RECORD EXCERPTS:
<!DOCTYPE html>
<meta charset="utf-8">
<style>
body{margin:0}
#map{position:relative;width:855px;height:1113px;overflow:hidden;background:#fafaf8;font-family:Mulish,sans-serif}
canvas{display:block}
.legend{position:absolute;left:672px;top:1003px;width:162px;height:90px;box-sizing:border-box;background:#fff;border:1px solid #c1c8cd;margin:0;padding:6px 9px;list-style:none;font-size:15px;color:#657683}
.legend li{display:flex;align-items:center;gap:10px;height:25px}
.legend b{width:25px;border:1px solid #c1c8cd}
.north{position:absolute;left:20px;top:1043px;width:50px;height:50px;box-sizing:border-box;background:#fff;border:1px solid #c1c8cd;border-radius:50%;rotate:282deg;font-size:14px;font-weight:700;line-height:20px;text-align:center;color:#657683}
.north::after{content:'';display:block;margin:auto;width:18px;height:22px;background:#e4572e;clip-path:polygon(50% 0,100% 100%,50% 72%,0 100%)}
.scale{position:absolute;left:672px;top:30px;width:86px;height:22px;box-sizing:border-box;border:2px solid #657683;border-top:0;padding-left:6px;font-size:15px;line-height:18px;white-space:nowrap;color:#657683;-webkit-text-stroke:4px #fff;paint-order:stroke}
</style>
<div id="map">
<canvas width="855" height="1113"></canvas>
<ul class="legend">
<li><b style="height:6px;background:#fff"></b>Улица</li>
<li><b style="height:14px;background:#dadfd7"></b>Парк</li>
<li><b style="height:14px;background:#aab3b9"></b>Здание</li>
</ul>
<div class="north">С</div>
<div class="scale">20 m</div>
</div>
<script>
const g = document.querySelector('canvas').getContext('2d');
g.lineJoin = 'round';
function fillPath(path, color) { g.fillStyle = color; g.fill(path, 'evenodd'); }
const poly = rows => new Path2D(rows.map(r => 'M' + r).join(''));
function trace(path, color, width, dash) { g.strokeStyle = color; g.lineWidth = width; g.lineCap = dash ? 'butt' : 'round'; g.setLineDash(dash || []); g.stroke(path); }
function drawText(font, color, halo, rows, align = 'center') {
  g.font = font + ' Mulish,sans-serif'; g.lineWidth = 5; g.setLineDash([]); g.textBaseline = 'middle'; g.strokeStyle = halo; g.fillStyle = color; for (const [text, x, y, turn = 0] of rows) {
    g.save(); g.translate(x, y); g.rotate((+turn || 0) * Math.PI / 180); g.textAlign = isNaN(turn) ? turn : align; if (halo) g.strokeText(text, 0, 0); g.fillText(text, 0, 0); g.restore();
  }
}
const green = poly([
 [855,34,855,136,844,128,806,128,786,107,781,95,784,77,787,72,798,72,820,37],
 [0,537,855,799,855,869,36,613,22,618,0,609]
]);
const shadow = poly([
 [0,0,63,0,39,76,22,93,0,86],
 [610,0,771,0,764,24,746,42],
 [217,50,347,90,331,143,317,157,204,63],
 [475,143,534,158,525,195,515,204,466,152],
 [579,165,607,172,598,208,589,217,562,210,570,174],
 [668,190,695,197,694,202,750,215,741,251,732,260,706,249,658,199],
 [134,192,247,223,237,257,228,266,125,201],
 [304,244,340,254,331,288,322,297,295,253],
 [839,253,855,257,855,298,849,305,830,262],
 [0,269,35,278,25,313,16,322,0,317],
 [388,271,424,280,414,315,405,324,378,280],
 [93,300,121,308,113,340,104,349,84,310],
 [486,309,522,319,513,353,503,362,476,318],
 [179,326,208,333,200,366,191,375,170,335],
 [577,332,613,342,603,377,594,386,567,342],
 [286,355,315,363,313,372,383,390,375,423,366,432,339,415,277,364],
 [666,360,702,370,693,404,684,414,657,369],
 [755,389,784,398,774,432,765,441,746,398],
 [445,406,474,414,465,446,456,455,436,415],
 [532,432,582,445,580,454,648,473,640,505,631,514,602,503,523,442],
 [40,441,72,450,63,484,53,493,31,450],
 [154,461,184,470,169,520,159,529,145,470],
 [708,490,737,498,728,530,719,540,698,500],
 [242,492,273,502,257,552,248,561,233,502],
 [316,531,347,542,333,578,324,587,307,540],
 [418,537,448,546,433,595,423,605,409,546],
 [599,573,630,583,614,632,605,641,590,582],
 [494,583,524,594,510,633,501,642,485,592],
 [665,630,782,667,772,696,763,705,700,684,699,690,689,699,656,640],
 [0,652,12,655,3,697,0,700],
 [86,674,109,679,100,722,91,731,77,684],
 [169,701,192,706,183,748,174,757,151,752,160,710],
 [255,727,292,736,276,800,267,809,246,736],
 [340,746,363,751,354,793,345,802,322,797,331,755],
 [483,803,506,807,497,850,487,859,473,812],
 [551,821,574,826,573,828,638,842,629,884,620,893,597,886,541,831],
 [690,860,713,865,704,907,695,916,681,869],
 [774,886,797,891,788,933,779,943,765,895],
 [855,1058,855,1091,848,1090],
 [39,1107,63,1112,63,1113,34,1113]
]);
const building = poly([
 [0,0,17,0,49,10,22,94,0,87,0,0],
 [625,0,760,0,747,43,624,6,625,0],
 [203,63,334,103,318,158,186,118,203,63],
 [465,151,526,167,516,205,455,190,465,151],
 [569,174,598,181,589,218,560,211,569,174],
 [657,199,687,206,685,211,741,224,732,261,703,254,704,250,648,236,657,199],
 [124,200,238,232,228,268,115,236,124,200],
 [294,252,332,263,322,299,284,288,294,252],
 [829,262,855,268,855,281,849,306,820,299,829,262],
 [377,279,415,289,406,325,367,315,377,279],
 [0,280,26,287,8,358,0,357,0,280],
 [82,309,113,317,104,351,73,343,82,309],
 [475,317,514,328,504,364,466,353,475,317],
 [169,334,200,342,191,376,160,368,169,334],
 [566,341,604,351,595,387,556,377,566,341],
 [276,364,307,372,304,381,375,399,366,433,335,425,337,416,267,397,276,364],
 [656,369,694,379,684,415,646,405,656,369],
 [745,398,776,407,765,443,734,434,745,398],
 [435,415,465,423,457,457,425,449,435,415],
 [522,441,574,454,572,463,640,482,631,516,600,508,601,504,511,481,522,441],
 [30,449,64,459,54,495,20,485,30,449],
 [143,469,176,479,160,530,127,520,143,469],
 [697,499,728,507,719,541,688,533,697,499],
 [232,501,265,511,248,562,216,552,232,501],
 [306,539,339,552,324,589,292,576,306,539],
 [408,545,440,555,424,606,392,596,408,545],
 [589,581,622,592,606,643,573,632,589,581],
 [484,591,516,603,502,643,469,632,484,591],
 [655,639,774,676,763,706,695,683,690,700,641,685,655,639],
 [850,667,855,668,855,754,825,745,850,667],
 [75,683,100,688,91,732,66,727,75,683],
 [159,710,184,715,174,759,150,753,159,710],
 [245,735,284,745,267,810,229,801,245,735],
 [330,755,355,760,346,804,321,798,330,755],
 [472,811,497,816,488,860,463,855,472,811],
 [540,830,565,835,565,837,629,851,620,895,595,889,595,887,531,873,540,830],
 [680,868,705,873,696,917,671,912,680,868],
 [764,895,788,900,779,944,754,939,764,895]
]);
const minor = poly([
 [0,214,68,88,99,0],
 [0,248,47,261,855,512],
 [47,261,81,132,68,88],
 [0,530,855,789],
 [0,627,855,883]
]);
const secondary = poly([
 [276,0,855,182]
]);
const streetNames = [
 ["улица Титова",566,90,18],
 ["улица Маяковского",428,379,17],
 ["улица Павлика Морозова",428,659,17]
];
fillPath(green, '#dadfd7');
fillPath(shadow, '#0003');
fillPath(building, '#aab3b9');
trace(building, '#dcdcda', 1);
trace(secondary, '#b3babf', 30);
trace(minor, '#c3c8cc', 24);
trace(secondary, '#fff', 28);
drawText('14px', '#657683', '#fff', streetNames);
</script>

TASK GOAL:
Every line above with the word "setLineDash" belongs in the answer, copied as written.

TASK OUTPUT:
function trace(path, color, width, dash) { g.strokeStyle = color; g.lineWidth = width; g.lineCap = dash ? 'butt' : 'round'; g.setLineDash(dash || []); g.stroke(path); }
  g.font = font + ' Mulish,sans-serif'; g.lineWidth = 5; g.setLineDash([]); g.textBaseline = 'middle'; g.strokeStyle = halo; g.fillStyle = color; for (const [text, x, y, turn = 0] of rows) {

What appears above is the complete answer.